The rimmed cartridge, sometimes called flanged cartridge, is the oldest of the types and has a rim that is significantly larger in diameter than the base of the cartridge. Rimmed cartridges use the rim to hold the (usually straight sided) cartridge in the chamber of the firearm, with the rim serving to hold the cartridge at the proper depth in the chamber—this function is called "headspacing". Because the rimmed cartridge headspaces on the rim, the case length is of less importance than with rimless cartridges. Rimmed cartridges with straight walls, such as shotgun shells, allow various lengths of the same cartridge to be chambered in the firearm; if the round protrudes into the rifling of the barrel past the length of the chamber, the rifling can act as a fluted chamber to ease extraction.
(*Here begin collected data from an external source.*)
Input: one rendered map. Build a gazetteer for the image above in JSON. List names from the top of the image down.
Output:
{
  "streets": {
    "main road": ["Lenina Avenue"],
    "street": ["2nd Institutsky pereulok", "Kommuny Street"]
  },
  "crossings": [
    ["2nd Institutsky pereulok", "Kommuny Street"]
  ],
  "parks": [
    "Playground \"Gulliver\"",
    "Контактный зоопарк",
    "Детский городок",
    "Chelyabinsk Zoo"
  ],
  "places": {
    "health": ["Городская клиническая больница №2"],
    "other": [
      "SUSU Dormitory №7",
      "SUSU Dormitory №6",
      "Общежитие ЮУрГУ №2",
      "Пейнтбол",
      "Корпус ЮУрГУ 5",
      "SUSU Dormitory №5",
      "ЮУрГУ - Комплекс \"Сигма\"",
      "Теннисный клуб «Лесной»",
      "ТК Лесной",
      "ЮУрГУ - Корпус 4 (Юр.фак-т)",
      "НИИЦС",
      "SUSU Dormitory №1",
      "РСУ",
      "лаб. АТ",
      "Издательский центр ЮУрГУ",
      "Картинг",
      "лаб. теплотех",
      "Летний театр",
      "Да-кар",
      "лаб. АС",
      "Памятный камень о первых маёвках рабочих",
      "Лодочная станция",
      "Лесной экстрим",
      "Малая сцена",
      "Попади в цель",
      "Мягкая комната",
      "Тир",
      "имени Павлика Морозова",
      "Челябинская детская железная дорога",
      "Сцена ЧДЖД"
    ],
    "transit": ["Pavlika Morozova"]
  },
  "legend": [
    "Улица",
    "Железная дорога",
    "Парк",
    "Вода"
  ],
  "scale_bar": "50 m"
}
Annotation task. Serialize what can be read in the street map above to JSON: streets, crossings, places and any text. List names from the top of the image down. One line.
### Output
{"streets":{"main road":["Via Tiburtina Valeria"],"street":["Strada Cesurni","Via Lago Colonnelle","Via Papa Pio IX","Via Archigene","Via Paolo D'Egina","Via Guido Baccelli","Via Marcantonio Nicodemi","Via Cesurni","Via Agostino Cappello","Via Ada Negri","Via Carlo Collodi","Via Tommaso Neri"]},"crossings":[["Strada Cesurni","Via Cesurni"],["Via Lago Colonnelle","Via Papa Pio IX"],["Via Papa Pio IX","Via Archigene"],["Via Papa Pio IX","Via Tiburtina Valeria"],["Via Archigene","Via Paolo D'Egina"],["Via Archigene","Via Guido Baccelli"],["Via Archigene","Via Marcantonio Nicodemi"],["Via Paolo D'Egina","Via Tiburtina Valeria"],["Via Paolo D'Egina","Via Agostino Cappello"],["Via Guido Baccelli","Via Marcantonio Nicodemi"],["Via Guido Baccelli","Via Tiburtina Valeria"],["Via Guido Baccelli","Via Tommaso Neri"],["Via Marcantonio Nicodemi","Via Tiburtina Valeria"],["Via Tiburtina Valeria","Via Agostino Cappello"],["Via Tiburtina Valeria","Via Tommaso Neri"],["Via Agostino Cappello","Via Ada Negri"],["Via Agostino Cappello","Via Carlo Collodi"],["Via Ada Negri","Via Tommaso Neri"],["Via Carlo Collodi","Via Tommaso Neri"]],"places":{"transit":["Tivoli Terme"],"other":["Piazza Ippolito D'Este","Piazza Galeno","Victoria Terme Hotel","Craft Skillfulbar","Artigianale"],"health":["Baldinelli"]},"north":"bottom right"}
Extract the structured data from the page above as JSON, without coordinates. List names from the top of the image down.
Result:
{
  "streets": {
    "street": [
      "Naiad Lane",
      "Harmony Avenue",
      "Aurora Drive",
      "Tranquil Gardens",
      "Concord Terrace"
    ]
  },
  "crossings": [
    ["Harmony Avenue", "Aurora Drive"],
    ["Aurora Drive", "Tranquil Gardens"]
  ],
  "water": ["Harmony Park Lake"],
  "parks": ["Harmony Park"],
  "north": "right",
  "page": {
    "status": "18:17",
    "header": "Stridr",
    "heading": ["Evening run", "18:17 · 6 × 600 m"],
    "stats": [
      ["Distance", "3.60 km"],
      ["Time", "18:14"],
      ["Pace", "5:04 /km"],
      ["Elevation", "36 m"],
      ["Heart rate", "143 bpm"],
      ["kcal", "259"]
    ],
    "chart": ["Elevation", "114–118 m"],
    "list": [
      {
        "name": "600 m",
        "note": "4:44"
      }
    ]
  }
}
This allows some firearms chambered for similar rimmed cartridges to safely chamber and fire shorter cartridges, such as using .38 Special cartridges in a .357 Magnum revolver, as these are the same diameter despite the nomenclature. Rimmed cartridges are well suited for certain types of actions, such as revolvers and break-action firearms, where the rim helps hold the cartridge in position.

Rimmed cartridges generally do not work quite as well in firearms that feed from a box magazine, since the magazine must be carefully loaded so that the rim from each successive case is loaded ahead of the round beneath it, so the round will not snag on the rim of the cartridge below it as the bolt strips it out of the magazine. However, box magazine firearms firing rimmed cases have seen extensive use; the famous Lee–Enfield rifle used by the UK, and the Russian Mosin-Nagant rifle which uses an interrupter to help prevent the snags, were both used from before World War I until after World War II. Semi-automatic handguns have been chambered in rimmed cartridges as well, for example a LAR Grizzly or Desert Eagle in .357 Magnum or .44 Magnum. The .22 Long Rifle is extremely popular in semi-automatics.

Rimmed cartridges work with belt-fed machine guns that use a two stage pull out – push through feeding operation, notably the Maxim gun, Vickers, M1919 Browning and M2HB. Push through links are possible with rimmed cartridges using specially designed belt links, but not as reliable as using push through links with rimless ammunition.

Rimfire cartridges also use the rim to contain the priming compound to ignite the cartridge instead of a centrally mounted primer, as is commonly used in centerfire cartridges.

Under the metric cartridge designation system, a capitalized "R" added at the end of the designation denotes a rimmed cartridge. For example, "7.62×54mmR" is a rimmed cartridge, while "7.62×51mm" is a rimless cartridge. Under imperial or US customary designations, there is typically no distinction between rimmed and unrimmed cartridges, unless one is referring to a rimmed version of a cartridge which is typically rimless, such as the .45 Auto Rim, a special rimmed version of the .45 ACP ("Automatic Colt Pistol" aka ".45 Auto"), intended for use in M1917 service revolvers.

Examples of rimmed handgun cartridges include the .38 Special, .357 Magnum, .44 Special, .44 Magnum, .45 Schofield, and .45 Colt. Rimmed rifle cartridge examples include the .22 Hornet, .30-30 Winchester, 7.62×54mmR, .303 British, 8×50mmR Lebel, and .45-70 Government.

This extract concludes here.